London (dpa) l Die Schweizer Filiale der britischen Großbank HSBC hat Kunden aus aller Welt bei der Steuerhinterziehung im Milliarden-Maßstab geholfen. Das geht aus vertraulichen Unterlagen der Bank hervor, die mehreren Medien zugespielt und dort ausgewertet wurden. Strafen und Steuernachzahlungen in Höhe von einer Milliarde Euro seien bereits bei Steuerbehörden in nur zwölf von Dutzenden betroffener Länder eingegangen, berichteten "Süddeutsche Zeitung" sowie die Sender NDR und WDR nach der Auswertung Tausender vertraulicher Dokumente.

SBC, die größte Bank Europas, räumte die Vorwürfe de facto ein. "Die Schweizer Privatbank der HSBC hat 2008 eine radikale Transformation begonnen, um seine Dienstleistungen davor zu bewahren, zur Steuervermeidung oder zur Geldwäsche genutzt zu werden", sagte Franco Morra, der Vorstandschef der Schweizer Sparte in einem Statement. Die Konten von Steuersündern seien geschlossen worden, die Bank konzentriere sich nun auf besonders vertrauenswürdige Kundschaft. Dieser Reformschritt habe dazu geführt, dass 70 Prozent aller Konten dichtgemacht wurden, räumte die Bank ein. Konten von US-Bürgern seien 2010 komplett abgeschafft worden.

Unklar ist, wer die Steuersünder waren und wie viele davon aus Deutschland kommen. Das Bundesfinanzministerium erklärte, die Daten seien an die zuständigen Finanzämter weitergeleitet worden. Die Daten der Schweizer HSBC-Tochter hatte die französische Polizei 2009 bei einem ehemaligen Mitarbeiter der Bank beschlagnahmt. Von 3000 Konten seien nur sechs dem Finanzamt bekannt gewesen.

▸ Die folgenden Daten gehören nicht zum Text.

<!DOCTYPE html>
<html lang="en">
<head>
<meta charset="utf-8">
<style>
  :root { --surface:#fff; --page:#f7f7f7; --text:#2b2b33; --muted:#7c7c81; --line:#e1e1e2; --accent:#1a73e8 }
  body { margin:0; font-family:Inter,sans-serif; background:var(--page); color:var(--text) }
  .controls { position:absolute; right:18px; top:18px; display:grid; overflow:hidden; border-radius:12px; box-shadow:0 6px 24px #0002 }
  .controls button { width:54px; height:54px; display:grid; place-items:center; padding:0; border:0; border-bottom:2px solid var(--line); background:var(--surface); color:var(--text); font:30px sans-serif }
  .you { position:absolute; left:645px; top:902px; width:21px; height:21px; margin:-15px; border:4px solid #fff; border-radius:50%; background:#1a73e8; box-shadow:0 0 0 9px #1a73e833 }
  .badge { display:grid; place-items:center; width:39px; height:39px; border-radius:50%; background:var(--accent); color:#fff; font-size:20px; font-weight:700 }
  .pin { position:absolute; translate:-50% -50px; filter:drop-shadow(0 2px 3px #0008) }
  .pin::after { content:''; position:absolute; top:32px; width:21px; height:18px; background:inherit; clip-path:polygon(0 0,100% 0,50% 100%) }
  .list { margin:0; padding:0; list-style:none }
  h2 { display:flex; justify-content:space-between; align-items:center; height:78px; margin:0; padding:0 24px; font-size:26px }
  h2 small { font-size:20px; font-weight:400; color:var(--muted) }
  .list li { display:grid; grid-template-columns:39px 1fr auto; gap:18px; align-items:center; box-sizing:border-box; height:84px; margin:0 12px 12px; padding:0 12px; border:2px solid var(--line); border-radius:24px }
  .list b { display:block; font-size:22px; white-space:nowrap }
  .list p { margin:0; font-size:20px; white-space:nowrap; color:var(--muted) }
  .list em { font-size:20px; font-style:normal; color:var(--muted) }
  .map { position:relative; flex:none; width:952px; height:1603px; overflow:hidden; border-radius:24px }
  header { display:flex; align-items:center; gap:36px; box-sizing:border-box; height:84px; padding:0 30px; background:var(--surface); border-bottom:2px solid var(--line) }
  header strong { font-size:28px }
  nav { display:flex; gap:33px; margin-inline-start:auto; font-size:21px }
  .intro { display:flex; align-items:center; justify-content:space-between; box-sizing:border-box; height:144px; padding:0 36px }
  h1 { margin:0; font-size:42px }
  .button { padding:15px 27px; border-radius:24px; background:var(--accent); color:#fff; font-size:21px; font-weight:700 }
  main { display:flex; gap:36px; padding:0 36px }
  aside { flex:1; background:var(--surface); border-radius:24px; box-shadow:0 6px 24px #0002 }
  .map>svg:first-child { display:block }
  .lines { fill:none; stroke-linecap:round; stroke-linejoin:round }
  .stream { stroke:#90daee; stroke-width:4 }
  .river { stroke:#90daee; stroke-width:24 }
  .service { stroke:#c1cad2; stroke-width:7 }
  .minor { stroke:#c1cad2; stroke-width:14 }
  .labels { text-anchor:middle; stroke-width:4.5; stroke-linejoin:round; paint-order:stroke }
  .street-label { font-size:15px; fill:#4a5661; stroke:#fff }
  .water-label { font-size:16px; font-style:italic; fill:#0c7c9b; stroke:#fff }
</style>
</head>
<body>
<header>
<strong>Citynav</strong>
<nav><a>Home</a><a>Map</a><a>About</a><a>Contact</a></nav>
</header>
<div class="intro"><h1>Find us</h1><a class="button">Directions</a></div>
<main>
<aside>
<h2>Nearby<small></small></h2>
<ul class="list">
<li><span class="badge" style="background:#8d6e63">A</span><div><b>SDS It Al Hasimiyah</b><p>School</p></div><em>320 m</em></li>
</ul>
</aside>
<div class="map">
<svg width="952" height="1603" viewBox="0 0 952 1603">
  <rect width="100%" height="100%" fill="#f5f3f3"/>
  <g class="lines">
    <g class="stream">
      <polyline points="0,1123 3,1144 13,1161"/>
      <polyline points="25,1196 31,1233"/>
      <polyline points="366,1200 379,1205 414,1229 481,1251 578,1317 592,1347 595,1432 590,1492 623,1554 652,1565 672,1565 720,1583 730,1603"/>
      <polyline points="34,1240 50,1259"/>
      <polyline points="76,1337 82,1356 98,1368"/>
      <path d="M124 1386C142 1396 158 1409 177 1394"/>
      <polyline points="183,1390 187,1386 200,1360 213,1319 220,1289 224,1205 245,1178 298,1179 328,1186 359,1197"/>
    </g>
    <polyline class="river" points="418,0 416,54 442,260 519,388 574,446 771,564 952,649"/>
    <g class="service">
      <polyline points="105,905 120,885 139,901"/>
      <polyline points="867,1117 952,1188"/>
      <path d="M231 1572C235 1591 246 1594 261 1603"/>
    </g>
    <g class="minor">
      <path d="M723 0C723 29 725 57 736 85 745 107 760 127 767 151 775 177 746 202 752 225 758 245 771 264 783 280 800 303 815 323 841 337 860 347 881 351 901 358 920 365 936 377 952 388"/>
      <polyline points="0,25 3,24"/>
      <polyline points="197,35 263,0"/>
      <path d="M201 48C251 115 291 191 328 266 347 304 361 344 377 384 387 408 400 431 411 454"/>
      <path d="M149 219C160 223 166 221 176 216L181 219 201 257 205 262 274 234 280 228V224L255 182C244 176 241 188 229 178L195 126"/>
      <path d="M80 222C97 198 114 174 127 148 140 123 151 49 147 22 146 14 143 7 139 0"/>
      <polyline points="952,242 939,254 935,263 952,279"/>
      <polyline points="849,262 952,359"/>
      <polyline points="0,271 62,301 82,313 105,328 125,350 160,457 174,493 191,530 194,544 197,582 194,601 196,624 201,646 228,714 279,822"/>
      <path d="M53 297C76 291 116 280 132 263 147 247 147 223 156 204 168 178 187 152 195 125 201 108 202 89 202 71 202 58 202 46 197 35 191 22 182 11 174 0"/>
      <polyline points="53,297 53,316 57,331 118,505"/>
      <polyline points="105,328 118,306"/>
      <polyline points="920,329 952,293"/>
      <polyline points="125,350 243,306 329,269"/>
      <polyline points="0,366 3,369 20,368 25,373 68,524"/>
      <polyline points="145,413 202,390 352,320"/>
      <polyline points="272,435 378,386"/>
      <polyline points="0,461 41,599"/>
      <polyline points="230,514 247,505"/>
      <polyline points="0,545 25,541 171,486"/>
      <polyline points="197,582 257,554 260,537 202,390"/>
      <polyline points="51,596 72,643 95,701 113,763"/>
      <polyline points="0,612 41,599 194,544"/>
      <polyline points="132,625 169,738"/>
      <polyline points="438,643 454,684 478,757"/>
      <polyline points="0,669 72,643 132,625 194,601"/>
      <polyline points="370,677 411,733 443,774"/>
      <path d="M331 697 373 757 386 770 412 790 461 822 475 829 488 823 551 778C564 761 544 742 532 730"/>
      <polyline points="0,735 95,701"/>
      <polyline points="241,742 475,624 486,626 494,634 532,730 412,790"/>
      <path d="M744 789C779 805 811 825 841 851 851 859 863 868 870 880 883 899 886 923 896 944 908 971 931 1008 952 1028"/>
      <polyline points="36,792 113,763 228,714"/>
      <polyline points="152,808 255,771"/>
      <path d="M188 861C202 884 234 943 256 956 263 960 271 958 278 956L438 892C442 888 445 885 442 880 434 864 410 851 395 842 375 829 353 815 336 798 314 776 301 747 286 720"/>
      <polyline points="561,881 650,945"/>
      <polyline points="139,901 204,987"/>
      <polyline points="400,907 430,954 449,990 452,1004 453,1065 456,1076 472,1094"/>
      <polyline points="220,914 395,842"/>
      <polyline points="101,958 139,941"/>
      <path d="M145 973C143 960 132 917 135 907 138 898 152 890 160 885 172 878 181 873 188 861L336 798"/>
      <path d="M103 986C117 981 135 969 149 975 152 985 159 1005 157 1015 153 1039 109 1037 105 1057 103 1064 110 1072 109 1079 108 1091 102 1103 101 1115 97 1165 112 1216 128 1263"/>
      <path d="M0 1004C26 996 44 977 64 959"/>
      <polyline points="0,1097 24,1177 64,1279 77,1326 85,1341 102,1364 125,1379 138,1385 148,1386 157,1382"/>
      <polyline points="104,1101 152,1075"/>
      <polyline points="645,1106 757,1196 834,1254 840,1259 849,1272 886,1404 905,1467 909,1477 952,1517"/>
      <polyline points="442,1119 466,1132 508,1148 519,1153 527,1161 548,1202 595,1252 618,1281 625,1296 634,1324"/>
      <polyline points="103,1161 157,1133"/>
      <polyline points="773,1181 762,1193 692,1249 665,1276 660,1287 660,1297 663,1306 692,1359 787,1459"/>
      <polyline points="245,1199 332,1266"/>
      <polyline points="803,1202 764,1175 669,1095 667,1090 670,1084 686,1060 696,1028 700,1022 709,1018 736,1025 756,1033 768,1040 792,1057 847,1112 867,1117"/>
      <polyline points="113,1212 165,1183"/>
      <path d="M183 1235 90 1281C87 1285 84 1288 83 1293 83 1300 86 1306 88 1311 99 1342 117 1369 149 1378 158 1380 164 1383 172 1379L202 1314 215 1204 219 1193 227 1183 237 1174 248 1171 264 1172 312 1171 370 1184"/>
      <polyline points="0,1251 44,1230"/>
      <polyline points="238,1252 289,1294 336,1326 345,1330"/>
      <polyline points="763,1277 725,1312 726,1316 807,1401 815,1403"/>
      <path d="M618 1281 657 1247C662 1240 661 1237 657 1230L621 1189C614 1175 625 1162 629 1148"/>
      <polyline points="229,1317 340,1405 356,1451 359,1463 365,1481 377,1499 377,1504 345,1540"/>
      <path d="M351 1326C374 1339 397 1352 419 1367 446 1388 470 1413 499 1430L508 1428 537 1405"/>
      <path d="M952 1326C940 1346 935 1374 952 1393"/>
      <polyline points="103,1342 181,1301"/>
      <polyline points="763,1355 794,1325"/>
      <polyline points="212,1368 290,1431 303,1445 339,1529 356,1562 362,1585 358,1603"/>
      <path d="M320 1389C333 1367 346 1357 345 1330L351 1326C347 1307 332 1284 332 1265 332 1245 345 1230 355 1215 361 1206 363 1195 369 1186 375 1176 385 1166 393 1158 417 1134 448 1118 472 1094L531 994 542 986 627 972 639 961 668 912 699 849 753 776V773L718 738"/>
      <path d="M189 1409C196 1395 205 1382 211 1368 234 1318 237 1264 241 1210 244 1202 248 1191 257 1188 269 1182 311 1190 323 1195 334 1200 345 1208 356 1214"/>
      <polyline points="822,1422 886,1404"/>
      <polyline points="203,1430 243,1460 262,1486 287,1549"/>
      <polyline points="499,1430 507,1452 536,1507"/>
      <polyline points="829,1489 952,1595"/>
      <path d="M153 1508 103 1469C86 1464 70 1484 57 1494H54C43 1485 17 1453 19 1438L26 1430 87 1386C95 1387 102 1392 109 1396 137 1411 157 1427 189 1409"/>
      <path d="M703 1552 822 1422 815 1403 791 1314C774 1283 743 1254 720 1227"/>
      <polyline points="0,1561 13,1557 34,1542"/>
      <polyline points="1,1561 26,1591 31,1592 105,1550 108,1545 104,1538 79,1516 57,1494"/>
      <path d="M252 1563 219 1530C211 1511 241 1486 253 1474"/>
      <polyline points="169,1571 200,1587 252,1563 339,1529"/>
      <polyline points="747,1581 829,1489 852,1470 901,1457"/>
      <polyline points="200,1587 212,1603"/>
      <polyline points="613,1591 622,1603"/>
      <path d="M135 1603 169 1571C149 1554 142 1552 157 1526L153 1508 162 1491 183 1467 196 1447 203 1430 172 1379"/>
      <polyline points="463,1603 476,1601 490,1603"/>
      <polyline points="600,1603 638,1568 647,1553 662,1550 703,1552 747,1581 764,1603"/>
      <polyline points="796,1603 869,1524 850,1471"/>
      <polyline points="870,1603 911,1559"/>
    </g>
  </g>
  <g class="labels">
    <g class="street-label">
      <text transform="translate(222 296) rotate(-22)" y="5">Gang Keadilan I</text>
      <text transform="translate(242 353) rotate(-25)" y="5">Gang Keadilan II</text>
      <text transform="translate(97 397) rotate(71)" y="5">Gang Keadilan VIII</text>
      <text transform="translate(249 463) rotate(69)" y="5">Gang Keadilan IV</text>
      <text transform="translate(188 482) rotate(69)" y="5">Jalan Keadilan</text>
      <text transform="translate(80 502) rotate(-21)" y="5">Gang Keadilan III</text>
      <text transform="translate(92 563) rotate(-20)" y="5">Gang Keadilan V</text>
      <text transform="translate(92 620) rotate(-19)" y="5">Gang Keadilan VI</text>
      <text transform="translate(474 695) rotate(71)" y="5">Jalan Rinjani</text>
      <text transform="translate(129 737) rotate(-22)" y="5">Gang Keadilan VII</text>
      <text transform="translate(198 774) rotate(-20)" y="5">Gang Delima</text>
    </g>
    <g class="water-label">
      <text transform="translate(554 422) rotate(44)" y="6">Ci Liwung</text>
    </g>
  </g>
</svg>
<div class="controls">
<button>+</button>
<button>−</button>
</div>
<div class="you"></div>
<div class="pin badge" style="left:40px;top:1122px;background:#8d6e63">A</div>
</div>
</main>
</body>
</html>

Die Bank hatte im Jahr 2007 nach eigenen Angaben mehr als 30000 Konten von Kunden aus mehr als 150 Ländern mit Einlagen von mehr als 118 Milliarden Dollar. Nach Medienrecherchen sollen unter den Kunden Verwandte und Regierungsmitglieder von Machthabern auch aus dem Nahen Osten sein. Außerdem sollen Waffenhändler und Kriminelle ihr Geld bei dem Institut angelegt haben. Die Zahl der Konten sei inzwischen auf 10000 aus nur noch 50 Ländern reduziert worden, die Einlagen betrügen noch 68 Milliarden Dollar. Die HSBC erklärte, sie arbeite voll mit den Behörden zusammen. "Wir haben keine Lust mehr auf Geschäfte mit Kunden oder potenziellen Kunden, die nicht unsere Standards erfüllen", sagte Morra. Die Bank wies daraufhin, dass es sich um gestohlenes Datenmaterial handele.